Here are the links to the unmerged Newton branches of the individual components:

Here are my branches of the Buildstream metadata repositories, used to build the GNOME OS image and Flatpak runtime:

freedesktop-sdk gnome-build-meta

Only this last repository needs to be checked out directly. With it, one should be able to reproduce my builds.

If you want to do your own builds of the relevant components, my addition to the Orca README has instructions. The Orca GitLab project linked above is also a good place to provide end-user feedback.

What’s working so far

I’ve now implemented enough of the new architecture that Orca is basically usable on Wayland with some real GTK 4 apps, including Nautilus, Text Editor, Podcasts, and the Fractal client for Matrix. Orca keyboard commands and keyboard learn mode work, with either Caps Lock or Insert as the Orca modifier. Mouse review also works more or less. Flat review is also working. The Orca command to left-click the current flat review item works for standard GTK 4 widgets.

As shown in the recorded demo above, Newton-enabled applications can run inside a Flatpak sandbox without the usual exception for the AT-SPI bus, that is, with the --no-a11y-bus option to flatpak run. Support for such sandboxing was one of the major goals of this project.

The standard GTK text widgets, including GtkEntry and GtkTextView have fairly complete support. In particular, when doing a Say All command, the caret moves as expected. I was also careful to support the full range of Unicode, including emoji with combining characters such as skin tone modifiers.

What’s broken or not done yet

The GNOME Shell UI itself is not yet using Newton, but AT-SPI. The UI is still accessible with the Newton versions of Mutter and Orca, but it’s being accessed via AT-SPI, meaning that performance in this UI is not representative of Newton, and mouse review doesn’t work for this UI.

Synthesizing mouse events isn’t yet supported on Wayland. This means that while the Orca command for left-clicking the current flat review item is expected to work for standard GTK 4 widgets, that command doesn’t work for widgets that don’t support the appropriate accessible action, and the right-click command doesn’t work.

AccessKit doesn’t currently support sentences as text boundaries. This means that Orca’s Say All command fallback so treading by line, leading to unnatural breaks in the speech.

The GTK AccessKit implementation doesn’t yet support out-of-tree text widgets that implement the GtkAccessibleText interface, such as the GTK 4 version of the vte terminal widget. This means that GTK 4-based terminal apps like kgx don’t yet work with Newton. I don’t yet know how I’ll solve this, as the current GtkAccessibleText interface is not a good fit for the push-based approach of AccessKit and Newton.

Text attributes such as font, size, style, and color aren’t yet exposed.
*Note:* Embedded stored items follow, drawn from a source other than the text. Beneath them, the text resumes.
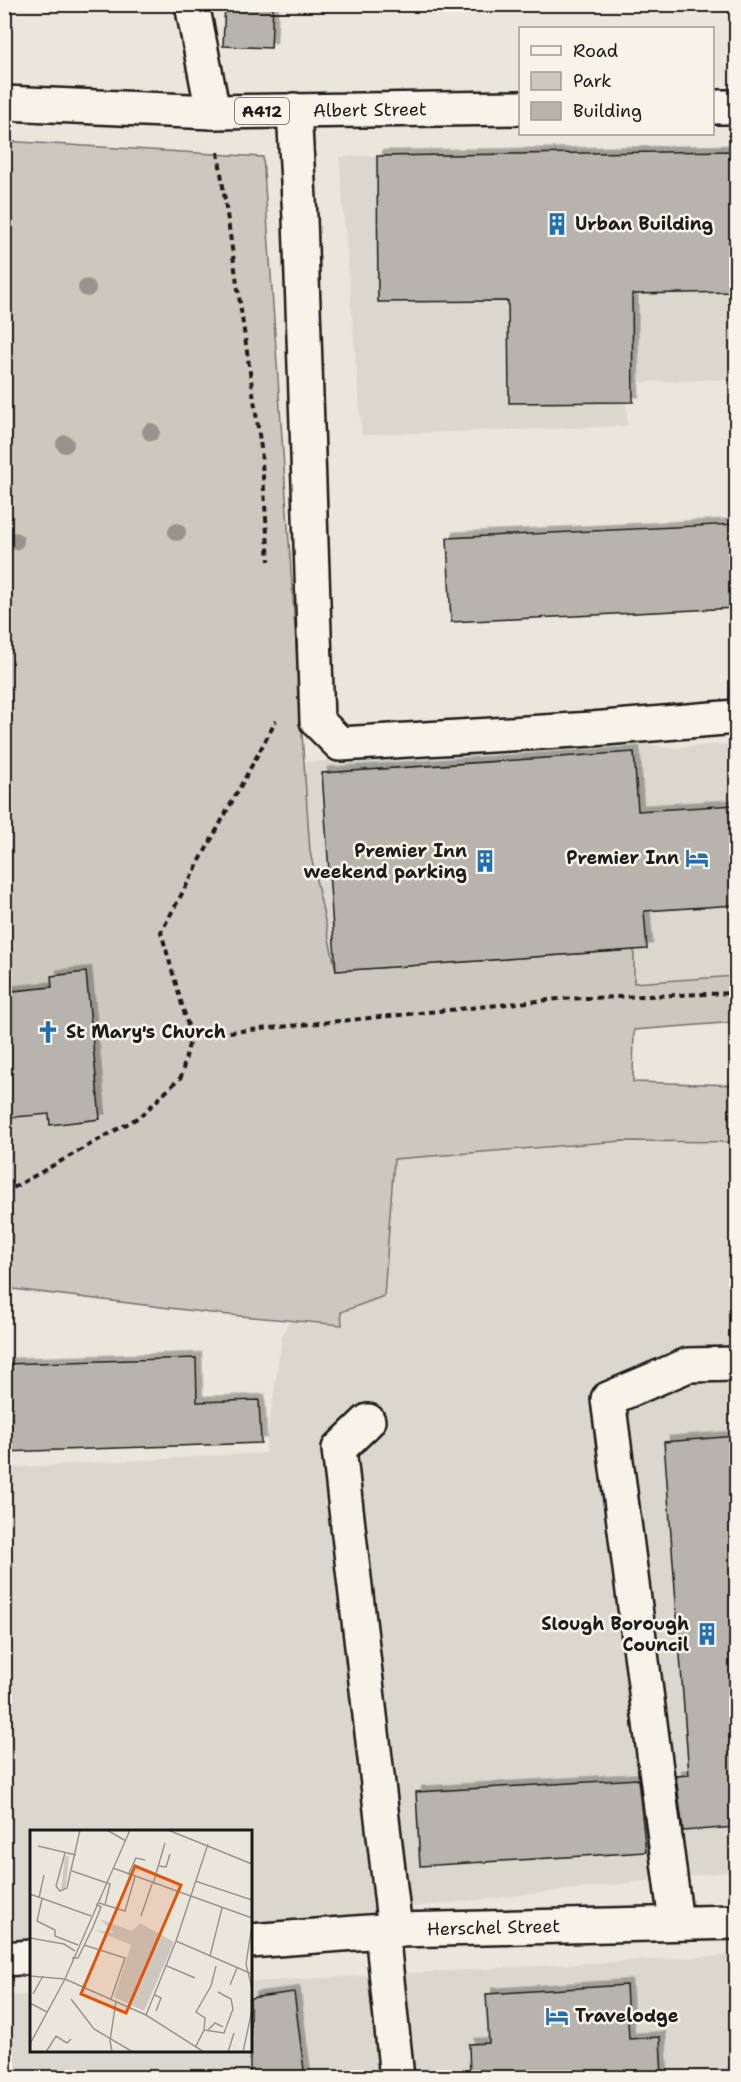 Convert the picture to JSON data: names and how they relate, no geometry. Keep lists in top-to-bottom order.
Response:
{
  "streets": {
    "street": ["Albert Street", "A412", "Herschel Street"]
  },
  "places": {
    "building": ["Urban Building", "Premier Inn weekend parking", "Slough Borough Council"],
    "hotel": ["Premier Inn", "Travelodge"],
    "church": ["St Mary's Church"]
  },
  "legend": ["Road", "Park", "Building"]
} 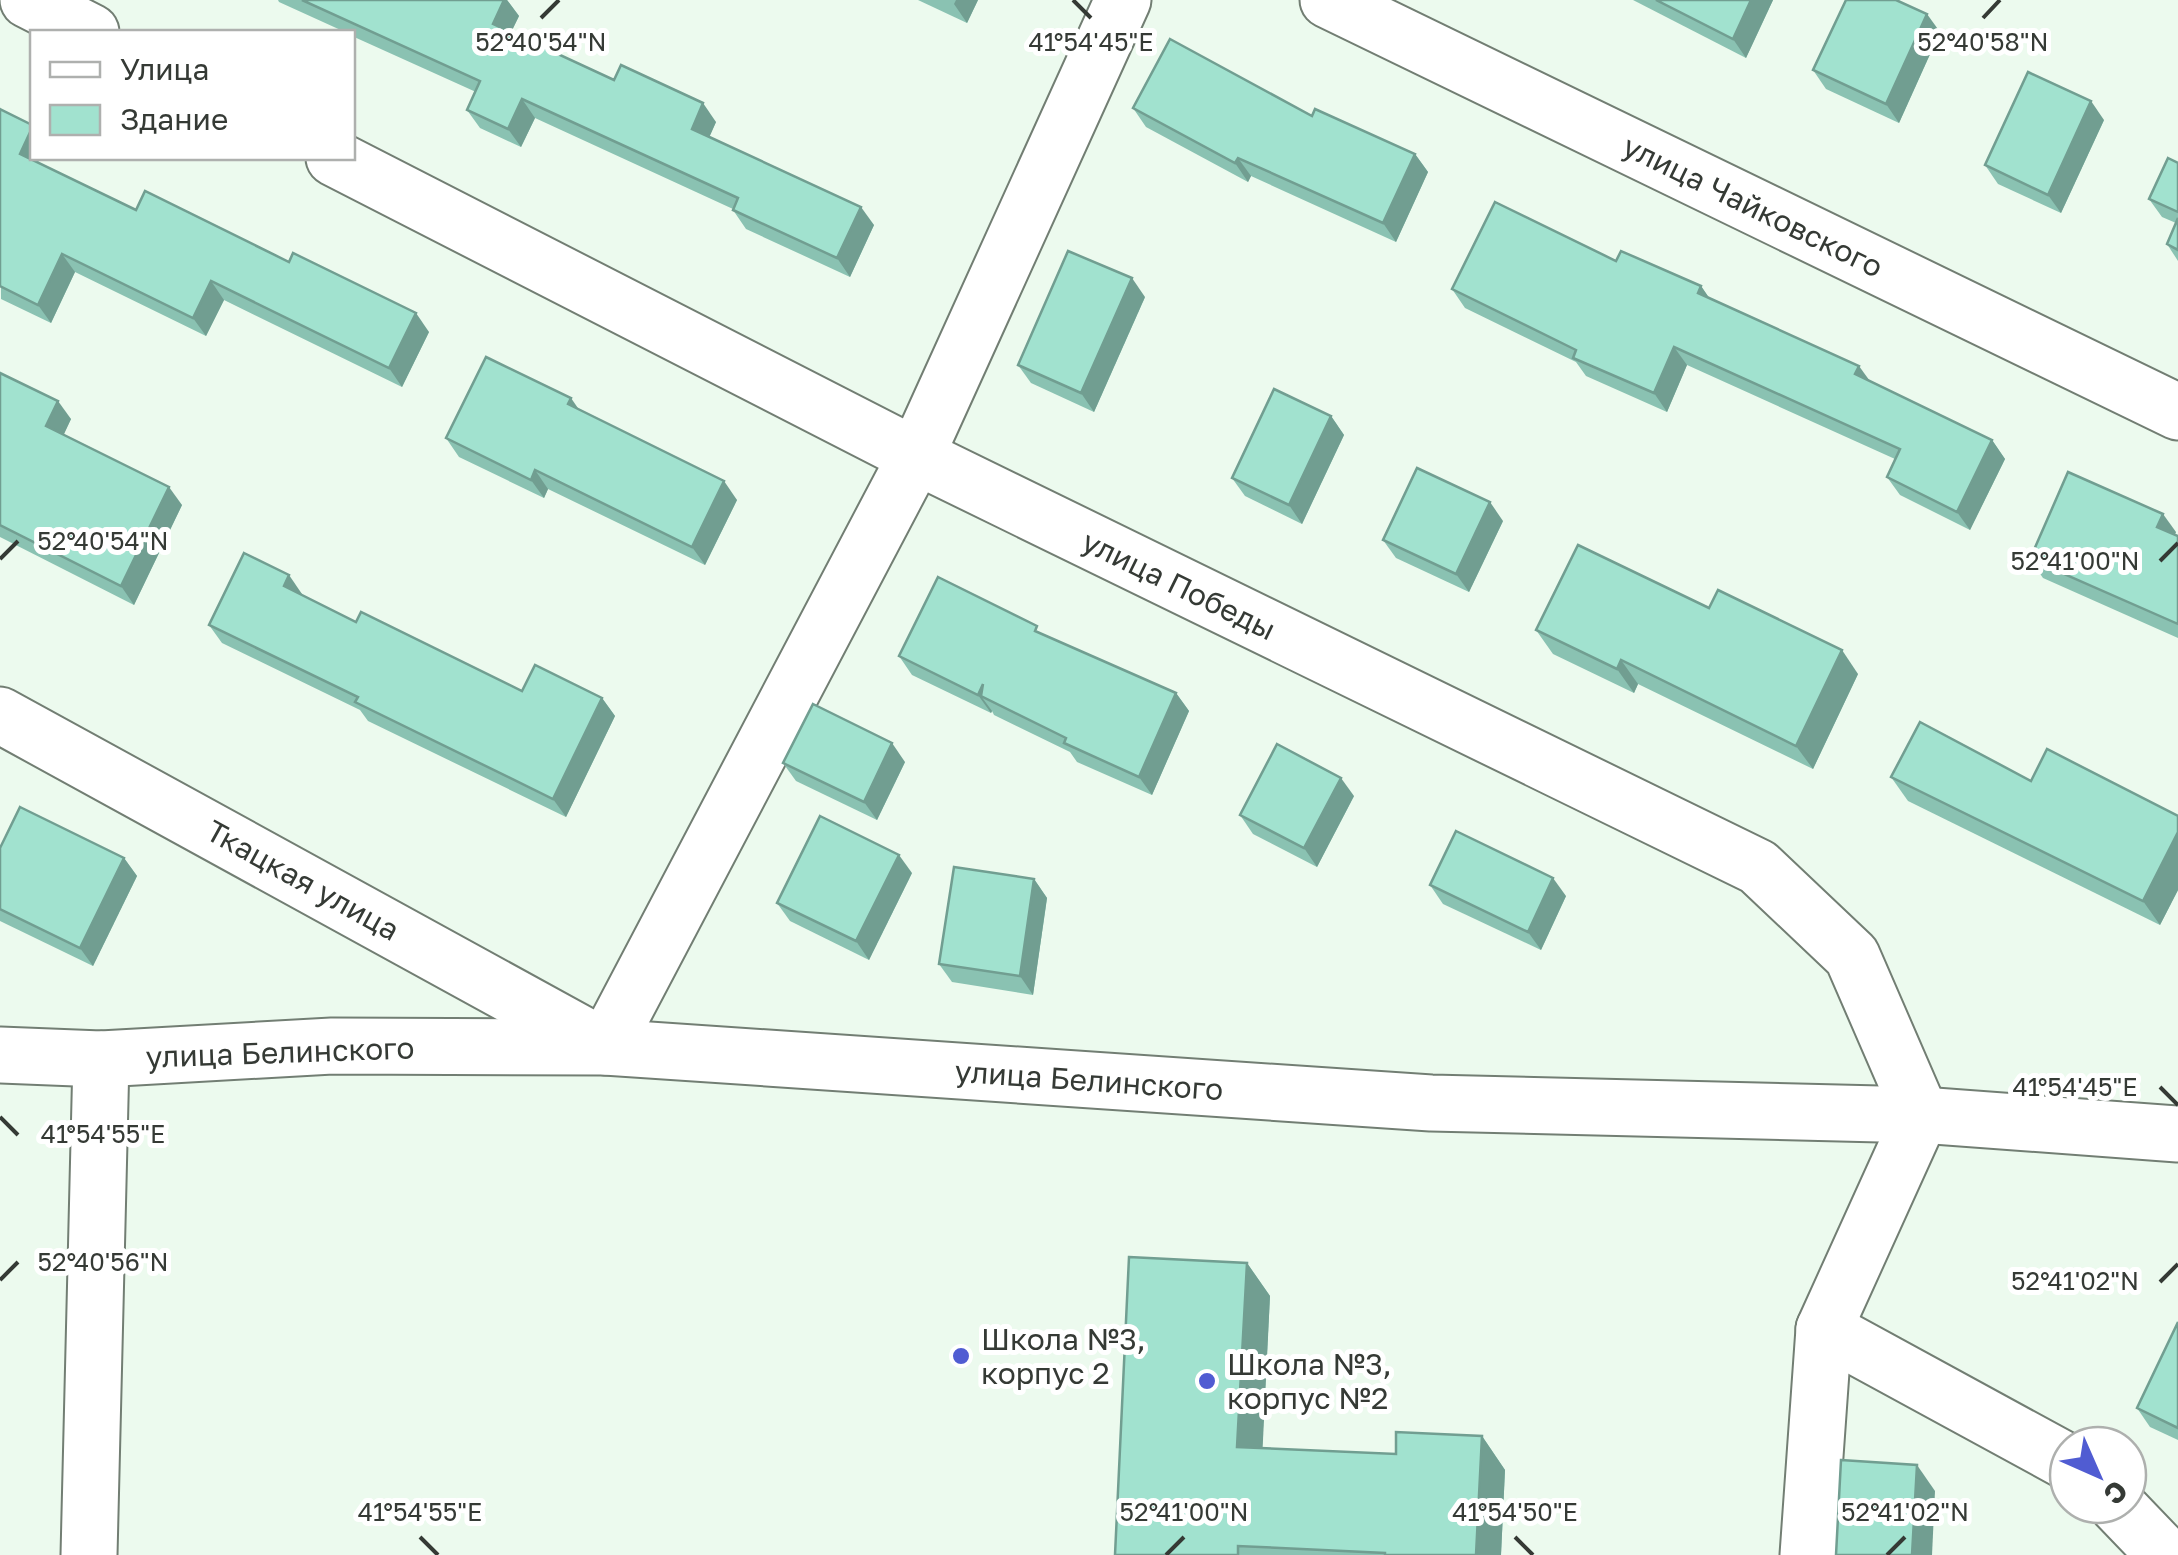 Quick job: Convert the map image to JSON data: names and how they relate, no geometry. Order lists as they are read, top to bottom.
{
  "streets": {
    "street": [
      "улица Чайковского",
      "улица Победы",
      "Ткацкая улица",
      "улица Белинского"
    ]
  },
  "crossings": [
    ["улица Победы", "улица Белинского"],
    ["Ткацкая улица", "улица Белинского"]
  ],
  "places": ["Школа №3, корпус 2", "Школа №3, корпус №2"],
  "legend": ["Улица", "Здание"],
  "north": "bottom right",
  "coordinates": [
    "52°40'54\"N",
    "41°54'45\"E",
    "52°40'58\"N",
    "52°41'00\"N",
    "41°54'55\"E",
    "52°40'56\"N",
    "52°41'02\"N",
    "41°54'50\"E"
  ]
} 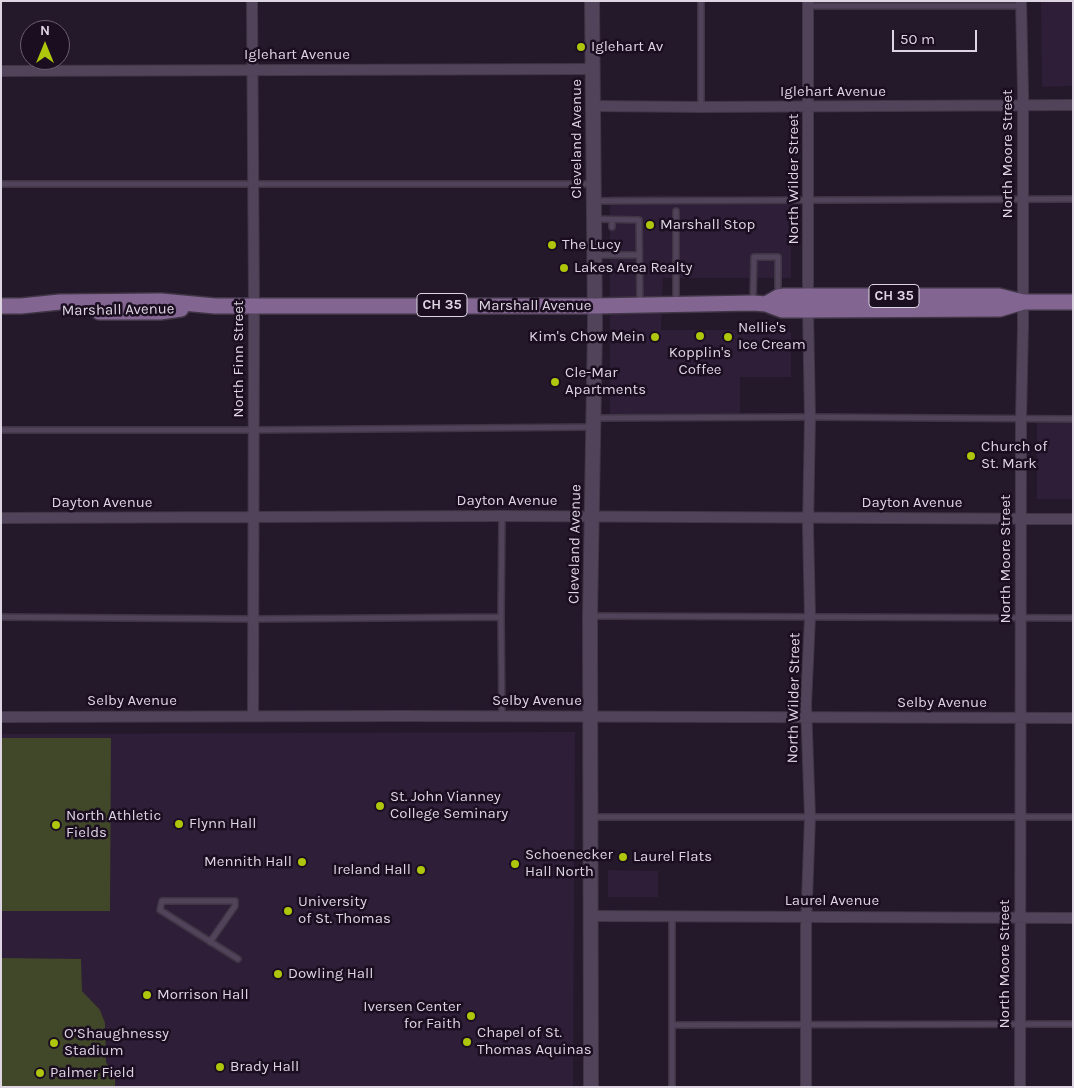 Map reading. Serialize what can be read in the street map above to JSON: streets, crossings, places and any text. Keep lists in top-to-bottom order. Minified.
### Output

AccessKit has properties for these attributes, but the AccessKit AT-SPI backend, much of which is reused by the Newton AT-SPI compatibility library, doesn’t yet support them.

Tables aren’t yet supported. AccessKit has properties for tables, and the GTK AccessKit backend is setting these properties, but the AccessKit AT-SPI backend doesn’t yet expose these properties.

Some states, such as “expanded”, “has popup”, and “autocomplete available”, aren’t yet exposed.

I’m aware that some GTK widgets don’t have the correct roles yet.

When Caps Lock is set as the Orca modifier, you can’t yet toggle the state of Caps Lock itself by pressing it twice quickly.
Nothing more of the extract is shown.